Non che poi i bambini infastidiscono, sia chiaro. Anzi, sono proprio i più grandi tifosi, quelli per i quali il calcio non è per nulla un business, ma un sogno. E allora per la pausa di campionato vogliamo raccontare la storia di due di loro. Due bambini diventati protagonisti. Uno di una storia commovente, l’altro di una marachella che però ha avuto il suo bel tornaconto.
Bradley Lowery è un bambino tifosissimo del Sunderland. I giocatori sono i suoi idoli assoluti e quello che lo è più di tutti è Jermain Defoe. Purtroppo Bradley da molti mesi sta lottando contro il cancro e quasi sicuramente non ce la farà. Ma il Sunderland ha preso molto a cuore la sua storia e la squadra lo ha simbolicamente adottato. Lo vanno a trovare a casa e all’ospedale, Bradley è felicissimo e combatte la sua battaglia col sorriso sulle labbra perché i suoi campioni sono spesso con lui. Specie Defoe. Tempo fa lo è andato a trovare in ospedale insieme ad alcuni compagni di squadra. Dopo aver giocato con lui, Bradley si è addormentato tra le braccia del suo amico Jermain, che ovviamente è rimasto lì per non svegliarlo.
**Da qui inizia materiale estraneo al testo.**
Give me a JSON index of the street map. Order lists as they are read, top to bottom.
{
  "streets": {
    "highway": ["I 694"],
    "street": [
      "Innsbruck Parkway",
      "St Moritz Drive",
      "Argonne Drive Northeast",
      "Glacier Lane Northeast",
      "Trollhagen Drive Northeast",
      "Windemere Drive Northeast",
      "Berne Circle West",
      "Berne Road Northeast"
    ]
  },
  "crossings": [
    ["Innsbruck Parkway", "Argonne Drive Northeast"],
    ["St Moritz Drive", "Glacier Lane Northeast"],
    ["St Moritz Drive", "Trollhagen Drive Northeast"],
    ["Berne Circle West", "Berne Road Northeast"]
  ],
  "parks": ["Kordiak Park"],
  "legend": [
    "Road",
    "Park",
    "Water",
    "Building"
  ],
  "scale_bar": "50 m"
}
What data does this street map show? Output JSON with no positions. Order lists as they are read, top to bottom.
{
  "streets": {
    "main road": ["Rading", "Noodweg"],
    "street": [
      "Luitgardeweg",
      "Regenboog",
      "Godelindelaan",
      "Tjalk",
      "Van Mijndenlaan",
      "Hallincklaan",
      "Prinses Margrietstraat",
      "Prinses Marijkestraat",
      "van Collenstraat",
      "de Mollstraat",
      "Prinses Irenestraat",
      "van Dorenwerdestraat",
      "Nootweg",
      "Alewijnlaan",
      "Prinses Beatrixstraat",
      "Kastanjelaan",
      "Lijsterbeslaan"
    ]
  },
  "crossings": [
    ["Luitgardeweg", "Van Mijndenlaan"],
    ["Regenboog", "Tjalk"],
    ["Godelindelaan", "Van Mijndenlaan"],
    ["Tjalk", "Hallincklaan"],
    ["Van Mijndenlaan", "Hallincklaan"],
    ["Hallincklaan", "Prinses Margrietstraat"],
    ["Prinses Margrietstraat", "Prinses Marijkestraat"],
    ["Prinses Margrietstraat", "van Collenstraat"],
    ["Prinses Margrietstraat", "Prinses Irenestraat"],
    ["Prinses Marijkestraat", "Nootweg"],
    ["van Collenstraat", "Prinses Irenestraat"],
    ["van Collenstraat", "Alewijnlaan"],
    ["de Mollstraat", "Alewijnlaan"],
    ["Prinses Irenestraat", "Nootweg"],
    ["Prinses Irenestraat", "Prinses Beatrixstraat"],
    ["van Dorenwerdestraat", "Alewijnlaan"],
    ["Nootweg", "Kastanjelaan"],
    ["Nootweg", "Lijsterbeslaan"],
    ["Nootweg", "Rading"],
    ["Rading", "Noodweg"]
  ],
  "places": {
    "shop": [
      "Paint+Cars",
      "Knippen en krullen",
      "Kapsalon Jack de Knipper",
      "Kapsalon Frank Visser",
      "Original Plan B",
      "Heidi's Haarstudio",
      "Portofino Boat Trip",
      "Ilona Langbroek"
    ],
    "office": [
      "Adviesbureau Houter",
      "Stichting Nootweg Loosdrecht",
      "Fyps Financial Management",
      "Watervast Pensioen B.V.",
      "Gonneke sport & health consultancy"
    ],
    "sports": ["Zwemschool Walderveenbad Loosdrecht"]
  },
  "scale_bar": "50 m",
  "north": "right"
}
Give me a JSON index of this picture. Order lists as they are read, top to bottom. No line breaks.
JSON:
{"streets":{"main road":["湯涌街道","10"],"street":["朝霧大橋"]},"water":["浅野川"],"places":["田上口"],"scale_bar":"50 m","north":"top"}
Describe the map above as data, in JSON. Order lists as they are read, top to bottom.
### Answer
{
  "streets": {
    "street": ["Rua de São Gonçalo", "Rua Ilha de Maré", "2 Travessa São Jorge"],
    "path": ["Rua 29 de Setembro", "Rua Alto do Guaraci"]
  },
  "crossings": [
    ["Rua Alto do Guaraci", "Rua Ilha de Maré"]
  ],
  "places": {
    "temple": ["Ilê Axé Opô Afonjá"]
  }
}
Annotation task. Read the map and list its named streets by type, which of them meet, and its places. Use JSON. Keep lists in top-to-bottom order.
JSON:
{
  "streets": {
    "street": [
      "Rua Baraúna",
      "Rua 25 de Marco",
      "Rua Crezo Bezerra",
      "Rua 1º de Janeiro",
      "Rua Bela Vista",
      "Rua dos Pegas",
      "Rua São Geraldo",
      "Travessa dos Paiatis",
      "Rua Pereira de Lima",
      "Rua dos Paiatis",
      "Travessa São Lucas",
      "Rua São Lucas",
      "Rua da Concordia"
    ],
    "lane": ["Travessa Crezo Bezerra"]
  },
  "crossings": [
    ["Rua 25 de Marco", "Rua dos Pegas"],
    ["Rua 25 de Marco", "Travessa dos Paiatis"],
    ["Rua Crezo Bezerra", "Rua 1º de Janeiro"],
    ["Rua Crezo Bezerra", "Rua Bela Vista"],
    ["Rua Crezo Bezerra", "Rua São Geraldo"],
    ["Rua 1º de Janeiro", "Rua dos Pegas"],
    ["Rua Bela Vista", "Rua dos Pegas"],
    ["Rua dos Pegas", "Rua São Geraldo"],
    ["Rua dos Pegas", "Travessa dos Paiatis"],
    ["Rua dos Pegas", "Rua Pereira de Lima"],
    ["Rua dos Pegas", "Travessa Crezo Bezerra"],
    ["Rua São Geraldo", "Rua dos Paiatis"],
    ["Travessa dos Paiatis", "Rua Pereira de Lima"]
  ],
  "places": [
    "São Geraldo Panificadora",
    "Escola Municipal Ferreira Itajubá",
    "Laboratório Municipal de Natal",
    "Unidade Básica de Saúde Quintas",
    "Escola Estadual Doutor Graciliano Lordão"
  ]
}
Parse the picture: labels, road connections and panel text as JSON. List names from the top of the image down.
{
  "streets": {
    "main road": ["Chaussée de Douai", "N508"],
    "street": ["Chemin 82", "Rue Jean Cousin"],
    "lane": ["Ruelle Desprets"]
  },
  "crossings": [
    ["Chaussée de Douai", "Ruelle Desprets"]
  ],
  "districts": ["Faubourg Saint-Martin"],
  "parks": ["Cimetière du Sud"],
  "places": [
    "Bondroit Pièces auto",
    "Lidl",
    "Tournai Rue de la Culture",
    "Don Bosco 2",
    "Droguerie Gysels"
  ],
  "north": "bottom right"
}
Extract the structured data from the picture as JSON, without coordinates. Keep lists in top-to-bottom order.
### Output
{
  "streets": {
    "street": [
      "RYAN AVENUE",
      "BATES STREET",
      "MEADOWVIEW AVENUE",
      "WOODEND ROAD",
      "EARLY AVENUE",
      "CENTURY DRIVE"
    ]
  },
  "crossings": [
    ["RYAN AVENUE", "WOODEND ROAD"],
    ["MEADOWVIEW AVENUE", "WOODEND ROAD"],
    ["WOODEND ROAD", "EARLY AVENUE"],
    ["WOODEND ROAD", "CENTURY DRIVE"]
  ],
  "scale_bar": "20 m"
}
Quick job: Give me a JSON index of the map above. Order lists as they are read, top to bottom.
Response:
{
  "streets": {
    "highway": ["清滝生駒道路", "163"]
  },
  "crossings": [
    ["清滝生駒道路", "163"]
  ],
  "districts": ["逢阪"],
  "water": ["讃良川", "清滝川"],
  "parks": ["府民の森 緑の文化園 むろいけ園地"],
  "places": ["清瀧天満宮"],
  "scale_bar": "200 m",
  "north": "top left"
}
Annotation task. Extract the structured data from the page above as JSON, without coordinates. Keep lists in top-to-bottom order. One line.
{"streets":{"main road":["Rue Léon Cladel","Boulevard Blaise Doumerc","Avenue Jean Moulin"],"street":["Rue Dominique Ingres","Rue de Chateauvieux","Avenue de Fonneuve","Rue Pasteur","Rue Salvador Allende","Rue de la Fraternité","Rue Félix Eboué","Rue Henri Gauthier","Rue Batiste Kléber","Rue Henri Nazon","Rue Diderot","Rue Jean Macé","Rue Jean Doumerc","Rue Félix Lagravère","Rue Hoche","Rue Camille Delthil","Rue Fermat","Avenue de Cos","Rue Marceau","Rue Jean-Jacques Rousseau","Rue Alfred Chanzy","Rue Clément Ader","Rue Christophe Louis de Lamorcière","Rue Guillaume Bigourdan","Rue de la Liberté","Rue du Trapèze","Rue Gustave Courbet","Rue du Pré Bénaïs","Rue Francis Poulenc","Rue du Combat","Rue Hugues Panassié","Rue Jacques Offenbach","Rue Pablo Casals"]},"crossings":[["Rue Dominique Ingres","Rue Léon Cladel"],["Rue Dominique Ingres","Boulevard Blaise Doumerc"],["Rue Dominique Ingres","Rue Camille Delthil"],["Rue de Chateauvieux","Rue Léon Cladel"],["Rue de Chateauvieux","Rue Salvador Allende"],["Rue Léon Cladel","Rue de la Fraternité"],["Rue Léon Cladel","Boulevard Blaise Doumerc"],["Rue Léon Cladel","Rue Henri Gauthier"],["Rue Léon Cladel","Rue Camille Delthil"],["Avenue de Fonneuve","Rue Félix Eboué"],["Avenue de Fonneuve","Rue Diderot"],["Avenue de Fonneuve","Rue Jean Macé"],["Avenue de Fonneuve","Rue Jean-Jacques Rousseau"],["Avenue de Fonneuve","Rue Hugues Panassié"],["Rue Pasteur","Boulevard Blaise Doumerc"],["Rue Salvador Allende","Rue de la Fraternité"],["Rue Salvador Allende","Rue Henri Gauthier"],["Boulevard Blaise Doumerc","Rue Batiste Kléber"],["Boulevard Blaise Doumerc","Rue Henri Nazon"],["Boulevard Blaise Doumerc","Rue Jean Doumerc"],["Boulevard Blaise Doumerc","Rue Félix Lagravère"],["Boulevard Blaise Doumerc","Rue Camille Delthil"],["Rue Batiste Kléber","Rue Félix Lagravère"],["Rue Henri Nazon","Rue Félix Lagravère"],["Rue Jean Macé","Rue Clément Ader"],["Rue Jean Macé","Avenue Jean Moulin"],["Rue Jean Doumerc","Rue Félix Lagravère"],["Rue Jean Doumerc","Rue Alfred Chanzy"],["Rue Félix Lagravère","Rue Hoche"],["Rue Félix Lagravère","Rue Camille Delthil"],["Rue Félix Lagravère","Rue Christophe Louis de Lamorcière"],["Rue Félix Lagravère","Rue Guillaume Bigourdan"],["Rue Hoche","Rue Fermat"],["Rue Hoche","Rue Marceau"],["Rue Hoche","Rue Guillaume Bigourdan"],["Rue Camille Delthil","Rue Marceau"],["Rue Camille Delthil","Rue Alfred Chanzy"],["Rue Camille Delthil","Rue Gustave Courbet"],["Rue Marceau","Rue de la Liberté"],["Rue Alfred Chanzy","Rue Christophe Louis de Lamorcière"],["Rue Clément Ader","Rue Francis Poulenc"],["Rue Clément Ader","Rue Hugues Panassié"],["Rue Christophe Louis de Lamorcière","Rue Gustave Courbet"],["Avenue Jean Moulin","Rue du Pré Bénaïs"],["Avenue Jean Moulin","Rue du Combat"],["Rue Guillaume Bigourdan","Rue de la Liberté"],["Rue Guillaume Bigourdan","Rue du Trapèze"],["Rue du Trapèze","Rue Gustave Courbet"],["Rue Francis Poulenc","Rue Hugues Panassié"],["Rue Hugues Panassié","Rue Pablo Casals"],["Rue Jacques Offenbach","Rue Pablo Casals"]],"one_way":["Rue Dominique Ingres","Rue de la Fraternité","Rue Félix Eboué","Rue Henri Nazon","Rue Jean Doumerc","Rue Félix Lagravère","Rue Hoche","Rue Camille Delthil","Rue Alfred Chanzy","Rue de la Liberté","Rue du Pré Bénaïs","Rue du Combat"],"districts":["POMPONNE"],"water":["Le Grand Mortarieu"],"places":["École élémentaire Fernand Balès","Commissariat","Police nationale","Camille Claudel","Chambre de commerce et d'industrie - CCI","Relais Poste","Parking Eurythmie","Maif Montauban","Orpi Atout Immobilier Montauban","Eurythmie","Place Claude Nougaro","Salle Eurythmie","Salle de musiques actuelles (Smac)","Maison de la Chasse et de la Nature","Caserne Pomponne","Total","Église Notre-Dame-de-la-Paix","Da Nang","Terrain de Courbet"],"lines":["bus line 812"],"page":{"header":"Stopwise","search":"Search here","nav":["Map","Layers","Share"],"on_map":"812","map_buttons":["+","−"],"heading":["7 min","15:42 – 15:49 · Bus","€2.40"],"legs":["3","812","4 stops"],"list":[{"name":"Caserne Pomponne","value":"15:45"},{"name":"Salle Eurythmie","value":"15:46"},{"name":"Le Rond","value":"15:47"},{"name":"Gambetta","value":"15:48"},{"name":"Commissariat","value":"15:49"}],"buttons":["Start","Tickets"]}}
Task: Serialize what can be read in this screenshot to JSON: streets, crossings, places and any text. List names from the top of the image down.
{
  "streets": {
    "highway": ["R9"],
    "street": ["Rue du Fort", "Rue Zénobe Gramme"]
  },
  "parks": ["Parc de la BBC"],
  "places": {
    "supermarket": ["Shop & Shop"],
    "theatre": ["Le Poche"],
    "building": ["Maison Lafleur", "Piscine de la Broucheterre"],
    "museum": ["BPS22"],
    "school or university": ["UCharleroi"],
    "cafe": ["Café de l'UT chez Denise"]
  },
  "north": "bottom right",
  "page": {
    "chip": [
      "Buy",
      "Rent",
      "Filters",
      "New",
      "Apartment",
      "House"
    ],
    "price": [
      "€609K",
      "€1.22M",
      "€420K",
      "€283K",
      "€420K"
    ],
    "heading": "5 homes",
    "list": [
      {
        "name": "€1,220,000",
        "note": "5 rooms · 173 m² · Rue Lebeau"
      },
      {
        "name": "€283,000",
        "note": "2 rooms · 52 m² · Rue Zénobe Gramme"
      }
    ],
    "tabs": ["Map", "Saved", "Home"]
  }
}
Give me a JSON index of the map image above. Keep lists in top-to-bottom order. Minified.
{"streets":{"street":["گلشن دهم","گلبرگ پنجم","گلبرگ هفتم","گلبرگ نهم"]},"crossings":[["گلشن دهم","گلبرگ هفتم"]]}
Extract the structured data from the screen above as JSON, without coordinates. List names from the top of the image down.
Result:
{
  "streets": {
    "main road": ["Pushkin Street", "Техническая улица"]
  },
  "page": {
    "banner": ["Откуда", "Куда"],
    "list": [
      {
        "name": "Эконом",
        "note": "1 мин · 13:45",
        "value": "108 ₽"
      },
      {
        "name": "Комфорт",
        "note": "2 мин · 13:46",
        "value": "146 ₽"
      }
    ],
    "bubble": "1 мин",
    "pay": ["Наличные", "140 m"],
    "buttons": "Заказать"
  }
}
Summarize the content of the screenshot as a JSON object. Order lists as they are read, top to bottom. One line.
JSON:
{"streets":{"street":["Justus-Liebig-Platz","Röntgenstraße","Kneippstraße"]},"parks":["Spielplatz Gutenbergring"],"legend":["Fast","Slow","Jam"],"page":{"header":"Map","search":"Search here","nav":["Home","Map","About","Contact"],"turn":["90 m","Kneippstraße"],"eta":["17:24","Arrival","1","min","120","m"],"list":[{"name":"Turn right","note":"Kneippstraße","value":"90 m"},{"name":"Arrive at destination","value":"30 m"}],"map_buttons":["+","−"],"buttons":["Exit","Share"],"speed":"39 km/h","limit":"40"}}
Defoe, dopo circa 3 anni, è stato convocato in nazionale per la partita contro la Lituania. E non poteva non invitare il suo amico Brad che ha fatto l’ingresso in campo insieme a lui. Tutti lo hanno salutato e festeggiato. Entrato in campo tenendosi per mano con quello che definisce il suo “miglior amico”, quando gli inni hanno cominciato a suonare, si è prima coperto le orecchie perché la musica era troppo forte, ma poi si è guardato intorno, e non gliene importava più di essere a Wembley, di essere di fronte a migliaia di persone e alle tv. Lui ha voluto esprimere il suo affetto e la sua amicizia a Defoe. Si è girato e lo ha abbracciato forte. Per tutta la durata dell’inno, con Defoe visibilmente emozionato. Chi altri avrebbe potuto regalare un’emozione simile a Bradley? Quando qualcuno non riesce a capire cosa ci sia di speciale nel calcio fategli vedere la foto di questo abbraccio. C’è tutta la magia di questo sport in quell’immagine, il senso di tutto.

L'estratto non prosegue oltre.